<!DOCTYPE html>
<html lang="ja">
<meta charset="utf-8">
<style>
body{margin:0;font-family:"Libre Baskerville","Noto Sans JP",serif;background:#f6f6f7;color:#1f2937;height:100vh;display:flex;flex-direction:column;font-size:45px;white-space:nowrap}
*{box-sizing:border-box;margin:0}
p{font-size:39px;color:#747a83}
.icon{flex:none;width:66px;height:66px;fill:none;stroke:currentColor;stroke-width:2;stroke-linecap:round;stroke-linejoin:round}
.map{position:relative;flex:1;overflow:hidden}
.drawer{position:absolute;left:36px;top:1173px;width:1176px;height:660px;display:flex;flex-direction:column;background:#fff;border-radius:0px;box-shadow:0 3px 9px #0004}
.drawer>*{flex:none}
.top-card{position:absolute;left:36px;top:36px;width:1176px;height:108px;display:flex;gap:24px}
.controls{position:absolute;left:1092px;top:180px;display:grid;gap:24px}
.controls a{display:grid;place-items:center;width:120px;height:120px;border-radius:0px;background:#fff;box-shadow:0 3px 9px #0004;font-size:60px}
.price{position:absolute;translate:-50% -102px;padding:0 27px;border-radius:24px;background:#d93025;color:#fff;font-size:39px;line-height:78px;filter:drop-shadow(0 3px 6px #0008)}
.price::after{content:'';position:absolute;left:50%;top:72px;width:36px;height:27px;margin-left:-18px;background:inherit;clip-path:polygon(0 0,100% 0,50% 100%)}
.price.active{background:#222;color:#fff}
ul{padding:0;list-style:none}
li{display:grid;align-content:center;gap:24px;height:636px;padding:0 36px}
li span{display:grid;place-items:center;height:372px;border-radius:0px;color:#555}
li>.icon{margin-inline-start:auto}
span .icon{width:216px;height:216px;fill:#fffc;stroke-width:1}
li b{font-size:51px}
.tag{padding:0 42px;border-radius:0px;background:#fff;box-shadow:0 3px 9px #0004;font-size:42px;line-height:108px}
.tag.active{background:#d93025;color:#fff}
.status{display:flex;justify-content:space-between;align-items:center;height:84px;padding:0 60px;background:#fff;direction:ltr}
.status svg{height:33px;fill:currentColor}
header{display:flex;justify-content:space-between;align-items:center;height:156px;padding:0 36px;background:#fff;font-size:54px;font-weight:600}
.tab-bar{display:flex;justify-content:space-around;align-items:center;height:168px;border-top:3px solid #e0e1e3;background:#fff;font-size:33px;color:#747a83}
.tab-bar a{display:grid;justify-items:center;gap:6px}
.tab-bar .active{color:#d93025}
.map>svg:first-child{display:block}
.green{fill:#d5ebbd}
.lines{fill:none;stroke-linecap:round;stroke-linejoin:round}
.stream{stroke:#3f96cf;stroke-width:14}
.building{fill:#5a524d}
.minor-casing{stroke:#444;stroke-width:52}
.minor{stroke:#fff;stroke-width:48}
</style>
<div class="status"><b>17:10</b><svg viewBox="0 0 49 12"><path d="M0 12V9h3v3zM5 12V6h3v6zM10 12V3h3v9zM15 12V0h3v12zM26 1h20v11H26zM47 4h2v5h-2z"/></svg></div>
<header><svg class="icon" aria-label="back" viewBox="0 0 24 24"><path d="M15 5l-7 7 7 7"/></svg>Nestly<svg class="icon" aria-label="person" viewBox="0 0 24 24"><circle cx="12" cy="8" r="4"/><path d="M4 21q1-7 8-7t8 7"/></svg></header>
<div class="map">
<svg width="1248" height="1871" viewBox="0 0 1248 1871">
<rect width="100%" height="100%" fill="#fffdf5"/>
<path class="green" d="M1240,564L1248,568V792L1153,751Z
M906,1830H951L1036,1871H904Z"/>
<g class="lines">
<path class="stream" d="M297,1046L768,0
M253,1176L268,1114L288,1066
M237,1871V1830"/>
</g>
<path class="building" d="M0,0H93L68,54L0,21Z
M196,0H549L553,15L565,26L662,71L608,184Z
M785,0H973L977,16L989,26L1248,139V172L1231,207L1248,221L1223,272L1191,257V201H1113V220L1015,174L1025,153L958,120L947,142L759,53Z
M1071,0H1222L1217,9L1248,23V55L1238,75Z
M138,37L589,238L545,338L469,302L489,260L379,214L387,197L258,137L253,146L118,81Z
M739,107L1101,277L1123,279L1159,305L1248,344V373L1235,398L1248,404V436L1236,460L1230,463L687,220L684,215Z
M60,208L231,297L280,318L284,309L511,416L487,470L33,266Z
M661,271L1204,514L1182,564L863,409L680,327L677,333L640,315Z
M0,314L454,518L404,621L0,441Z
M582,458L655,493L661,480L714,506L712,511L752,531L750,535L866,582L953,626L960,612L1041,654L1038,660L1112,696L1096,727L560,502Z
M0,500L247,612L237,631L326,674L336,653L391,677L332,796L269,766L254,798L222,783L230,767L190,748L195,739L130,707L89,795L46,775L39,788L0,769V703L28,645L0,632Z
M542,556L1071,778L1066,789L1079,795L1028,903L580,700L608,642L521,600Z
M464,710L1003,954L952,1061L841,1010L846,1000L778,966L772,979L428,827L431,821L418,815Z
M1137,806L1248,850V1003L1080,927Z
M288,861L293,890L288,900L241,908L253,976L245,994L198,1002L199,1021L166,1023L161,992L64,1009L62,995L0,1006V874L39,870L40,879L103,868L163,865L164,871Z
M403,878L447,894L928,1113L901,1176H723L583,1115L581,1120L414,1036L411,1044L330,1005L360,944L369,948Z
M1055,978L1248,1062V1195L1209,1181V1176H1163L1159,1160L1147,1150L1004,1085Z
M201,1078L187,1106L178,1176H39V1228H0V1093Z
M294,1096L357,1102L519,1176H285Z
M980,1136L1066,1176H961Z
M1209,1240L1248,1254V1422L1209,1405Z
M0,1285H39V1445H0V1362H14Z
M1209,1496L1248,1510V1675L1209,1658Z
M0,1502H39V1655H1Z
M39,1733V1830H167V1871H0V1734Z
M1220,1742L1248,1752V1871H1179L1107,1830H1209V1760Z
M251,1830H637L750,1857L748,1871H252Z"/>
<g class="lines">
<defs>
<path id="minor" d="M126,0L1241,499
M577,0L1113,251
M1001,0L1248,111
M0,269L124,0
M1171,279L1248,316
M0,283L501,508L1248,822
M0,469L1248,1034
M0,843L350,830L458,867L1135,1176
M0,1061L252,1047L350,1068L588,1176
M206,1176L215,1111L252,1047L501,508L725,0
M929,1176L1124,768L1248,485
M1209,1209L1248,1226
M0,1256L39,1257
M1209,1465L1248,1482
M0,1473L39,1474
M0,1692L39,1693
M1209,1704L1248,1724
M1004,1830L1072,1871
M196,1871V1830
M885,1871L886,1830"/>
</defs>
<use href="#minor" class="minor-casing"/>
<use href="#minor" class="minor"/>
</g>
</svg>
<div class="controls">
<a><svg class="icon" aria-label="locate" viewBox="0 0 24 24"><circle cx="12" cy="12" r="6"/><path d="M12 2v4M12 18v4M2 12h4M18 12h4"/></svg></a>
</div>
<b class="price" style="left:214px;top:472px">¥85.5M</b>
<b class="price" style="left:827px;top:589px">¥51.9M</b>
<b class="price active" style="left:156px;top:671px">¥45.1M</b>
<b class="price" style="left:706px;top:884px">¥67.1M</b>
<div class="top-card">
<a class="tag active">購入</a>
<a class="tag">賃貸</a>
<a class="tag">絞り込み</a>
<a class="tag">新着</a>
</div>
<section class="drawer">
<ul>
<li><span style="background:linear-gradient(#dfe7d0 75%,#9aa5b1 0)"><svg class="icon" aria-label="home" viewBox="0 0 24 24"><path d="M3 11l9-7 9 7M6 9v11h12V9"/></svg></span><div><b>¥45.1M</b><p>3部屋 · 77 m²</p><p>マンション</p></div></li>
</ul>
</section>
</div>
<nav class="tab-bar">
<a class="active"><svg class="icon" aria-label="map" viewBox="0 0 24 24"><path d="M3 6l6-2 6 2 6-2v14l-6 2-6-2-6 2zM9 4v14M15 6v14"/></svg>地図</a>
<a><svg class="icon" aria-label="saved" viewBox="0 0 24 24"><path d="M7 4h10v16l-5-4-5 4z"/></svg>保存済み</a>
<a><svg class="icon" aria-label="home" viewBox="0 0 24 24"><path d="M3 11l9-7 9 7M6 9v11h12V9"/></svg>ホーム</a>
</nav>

**Description of the task:** How many lines in the listing above contain "absolute"? Answer with the number alone.

**Exercise result:** 5